I was sitting in the doctor’s office in one of my favorite black dresses, it had raised white polka dots that I would slide between my fingers as I nervously sat and listened to the devstatings words said after a third miscarriage, and I wanted to give up. Pastor Phillip is wrong I thought then— this was God’s way of telling me I didn’t deserve to be a mom, I shouldn’t be one, give up the idea.
I thought and said for days, weeks and months after that day that I would never get over the broken feeling of not being able to give birth to a child. It reinforced everything I already felt about myself. That I was defective. That I was inherently bad. That I was broken beyond repair. That God and the Universe had decreed that my genes should not be duplicated, and I should not be a mother. That I was crazy. That I was bad. That I was being punished. That my inability to carry a child in my body was a clear, undeniable staement about my value as a human being. Or rather, my lack of value to the world.
I thought that for the rest of my life whether I lived 10 more minutes or 60 more years, that I’d never get over the despair of being so “bad” that I couldn’t birth a child.
Several years ago, I don’t remember exactly how old Ethan was, we were walking into Price Cutter. Still in the parking lot we were holding hands when Ethan tugged on my arm and pulled me down to him. Out of nowhere he said: “Mommy, aren’t you so glad your tummy was broken so you got to have me?”

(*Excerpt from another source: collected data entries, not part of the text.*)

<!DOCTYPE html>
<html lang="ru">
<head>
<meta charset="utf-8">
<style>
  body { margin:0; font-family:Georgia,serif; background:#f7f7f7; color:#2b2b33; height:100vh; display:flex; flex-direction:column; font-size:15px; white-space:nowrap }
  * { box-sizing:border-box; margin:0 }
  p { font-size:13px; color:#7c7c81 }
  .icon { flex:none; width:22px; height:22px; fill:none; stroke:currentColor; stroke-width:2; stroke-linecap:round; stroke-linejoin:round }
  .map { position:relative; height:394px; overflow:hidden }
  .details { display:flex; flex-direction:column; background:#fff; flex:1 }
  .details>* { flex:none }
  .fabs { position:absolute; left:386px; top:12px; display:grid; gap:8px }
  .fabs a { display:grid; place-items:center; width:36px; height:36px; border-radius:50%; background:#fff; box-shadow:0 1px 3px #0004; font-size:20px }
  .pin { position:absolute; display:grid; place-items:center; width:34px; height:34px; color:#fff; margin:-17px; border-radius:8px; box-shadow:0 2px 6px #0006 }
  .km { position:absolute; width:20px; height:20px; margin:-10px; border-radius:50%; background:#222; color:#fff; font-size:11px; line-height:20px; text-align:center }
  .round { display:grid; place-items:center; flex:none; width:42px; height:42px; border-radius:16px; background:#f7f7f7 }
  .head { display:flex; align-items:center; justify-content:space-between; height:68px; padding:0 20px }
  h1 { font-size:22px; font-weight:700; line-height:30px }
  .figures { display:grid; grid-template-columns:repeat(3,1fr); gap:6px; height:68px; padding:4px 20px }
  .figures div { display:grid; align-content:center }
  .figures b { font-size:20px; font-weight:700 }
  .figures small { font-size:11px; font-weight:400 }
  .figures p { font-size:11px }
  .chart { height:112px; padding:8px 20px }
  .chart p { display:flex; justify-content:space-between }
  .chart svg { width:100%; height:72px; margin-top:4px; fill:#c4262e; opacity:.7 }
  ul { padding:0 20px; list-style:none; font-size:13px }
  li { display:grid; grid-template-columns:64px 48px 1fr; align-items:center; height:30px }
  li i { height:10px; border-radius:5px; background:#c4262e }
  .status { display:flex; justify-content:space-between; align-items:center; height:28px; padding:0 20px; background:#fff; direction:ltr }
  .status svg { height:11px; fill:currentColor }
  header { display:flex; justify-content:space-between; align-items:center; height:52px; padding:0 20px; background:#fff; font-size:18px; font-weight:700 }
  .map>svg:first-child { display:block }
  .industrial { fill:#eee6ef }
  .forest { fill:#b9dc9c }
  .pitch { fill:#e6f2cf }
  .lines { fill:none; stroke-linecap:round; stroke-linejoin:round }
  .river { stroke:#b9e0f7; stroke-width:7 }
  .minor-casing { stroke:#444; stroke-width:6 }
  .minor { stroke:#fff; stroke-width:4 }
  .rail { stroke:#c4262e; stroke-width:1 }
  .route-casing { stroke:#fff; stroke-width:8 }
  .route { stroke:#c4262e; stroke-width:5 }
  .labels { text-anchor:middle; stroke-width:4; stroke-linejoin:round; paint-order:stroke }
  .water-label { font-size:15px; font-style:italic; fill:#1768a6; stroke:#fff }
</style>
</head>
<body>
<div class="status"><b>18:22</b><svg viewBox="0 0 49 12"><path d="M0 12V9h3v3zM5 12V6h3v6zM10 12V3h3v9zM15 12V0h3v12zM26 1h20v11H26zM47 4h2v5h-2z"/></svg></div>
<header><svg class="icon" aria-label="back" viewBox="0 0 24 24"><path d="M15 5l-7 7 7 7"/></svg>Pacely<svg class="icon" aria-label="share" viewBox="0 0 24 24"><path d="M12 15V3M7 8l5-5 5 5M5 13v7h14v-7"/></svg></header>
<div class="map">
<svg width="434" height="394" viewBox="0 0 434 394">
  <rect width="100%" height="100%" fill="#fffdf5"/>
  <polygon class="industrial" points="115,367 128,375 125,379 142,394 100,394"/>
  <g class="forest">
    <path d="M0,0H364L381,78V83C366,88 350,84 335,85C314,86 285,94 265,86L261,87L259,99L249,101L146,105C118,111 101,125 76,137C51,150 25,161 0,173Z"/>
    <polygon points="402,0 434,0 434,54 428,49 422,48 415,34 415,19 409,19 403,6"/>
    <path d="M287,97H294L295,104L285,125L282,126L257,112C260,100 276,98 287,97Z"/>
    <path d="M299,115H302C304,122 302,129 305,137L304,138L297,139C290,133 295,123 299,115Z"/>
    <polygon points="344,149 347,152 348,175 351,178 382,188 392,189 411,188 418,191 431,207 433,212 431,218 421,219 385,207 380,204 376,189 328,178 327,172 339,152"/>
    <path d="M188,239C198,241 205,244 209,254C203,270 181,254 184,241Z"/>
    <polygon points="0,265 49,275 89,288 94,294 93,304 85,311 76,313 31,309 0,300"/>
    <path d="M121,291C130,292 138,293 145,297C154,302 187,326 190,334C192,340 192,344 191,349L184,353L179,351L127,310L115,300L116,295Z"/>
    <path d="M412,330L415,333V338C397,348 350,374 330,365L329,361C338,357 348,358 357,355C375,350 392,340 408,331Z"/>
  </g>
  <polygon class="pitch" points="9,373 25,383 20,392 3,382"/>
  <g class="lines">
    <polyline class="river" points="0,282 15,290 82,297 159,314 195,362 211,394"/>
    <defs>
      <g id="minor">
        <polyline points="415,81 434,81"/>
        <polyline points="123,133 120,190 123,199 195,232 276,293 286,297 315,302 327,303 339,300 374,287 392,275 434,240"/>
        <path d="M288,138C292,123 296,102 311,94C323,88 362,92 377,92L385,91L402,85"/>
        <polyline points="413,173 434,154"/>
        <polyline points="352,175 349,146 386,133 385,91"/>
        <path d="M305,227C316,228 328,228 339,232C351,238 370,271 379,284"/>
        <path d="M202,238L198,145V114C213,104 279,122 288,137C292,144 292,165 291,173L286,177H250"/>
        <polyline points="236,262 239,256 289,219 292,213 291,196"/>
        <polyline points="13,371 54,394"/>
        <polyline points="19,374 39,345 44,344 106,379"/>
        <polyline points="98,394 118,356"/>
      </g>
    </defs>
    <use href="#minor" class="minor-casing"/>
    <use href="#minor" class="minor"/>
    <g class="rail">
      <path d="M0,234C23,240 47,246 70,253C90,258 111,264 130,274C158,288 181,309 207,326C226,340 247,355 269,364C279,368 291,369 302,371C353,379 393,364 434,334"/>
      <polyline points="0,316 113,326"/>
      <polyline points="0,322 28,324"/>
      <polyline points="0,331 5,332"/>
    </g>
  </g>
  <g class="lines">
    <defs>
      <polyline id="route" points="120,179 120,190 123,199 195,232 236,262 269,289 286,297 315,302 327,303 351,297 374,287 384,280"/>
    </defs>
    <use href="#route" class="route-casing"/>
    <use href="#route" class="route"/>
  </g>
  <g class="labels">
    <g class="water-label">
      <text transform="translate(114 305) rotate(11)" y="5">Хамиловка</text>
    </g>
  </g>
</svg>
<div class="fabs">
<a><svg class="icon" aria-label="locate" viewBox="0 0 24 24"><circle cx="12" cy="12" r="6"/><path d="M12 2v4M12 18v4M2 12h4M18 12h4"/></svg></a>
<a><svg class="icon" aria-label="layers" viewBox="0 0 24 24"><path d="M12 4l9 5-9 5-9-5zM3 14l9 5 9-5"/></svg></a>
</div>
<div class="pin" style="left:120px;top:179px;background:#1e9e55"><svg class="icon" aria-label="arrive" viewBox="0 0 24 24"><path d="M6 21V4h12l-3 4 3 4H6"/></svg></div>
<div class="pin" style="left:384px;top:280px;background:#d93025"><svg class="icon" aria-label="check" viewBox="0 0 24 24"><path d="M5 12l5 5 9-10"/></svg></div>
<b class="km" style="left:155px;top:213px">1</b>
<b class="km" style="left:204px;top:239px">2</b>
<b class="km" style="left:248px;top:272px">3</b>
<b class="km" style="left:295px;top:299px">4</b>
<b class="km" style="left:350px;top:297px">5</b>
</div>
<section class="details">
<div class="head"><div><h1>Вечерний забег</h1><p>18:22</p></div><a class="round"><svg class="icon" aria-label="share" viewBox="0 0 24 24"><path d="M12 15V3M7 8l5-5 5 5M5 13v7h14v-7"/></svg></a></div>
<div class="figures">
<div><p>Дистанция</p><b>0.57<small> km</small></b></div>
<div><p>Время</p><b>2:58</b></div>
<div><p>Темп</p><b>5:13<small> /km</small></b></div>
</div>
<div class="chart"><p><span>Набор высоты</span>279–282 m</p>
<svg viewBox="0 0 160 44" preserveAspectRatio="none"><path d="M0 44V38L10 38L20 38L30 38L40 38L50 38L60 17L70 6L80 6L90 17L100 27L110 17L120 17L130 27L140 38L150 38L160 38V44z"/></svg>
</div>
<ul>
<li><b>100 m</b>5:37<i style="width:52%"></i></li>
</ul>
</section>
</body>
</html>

Aren’t you so glad your tummy was broken so you got to have me… with that one line I realized, like a lighting bolt to the head, that all of that pain I felt that day in that white-polka-dotted-black-dress was gone. Like it had never been. This toxic scar that I thought would live in my soul and heart forever was no more. What I once thought I wanted more than anything (a tummy baby) I no longer had even the least desire to possess.
I wanted Ethan. I cannot explain by what miracle I’m allowed to be his mom, but he’s exactly what I wanted. Suffering…. was it suffering? Yes, I know it was, but it seems so dim now. Such a very, very small part of the story.
I was meant to be Ethan’s mom—- whether through sunshine or rain. And I am. And on this Mother’s Day I’m grateful for two things: (1) Ethan and (2) The knowledge that while everything does not happen for a reason, Jesus walks beside me no matter the weather, and through some mysticism that I don’t understand, I was part of a miracle.
Thank you Jill. What a powerful story you are living and telling! You inspire me.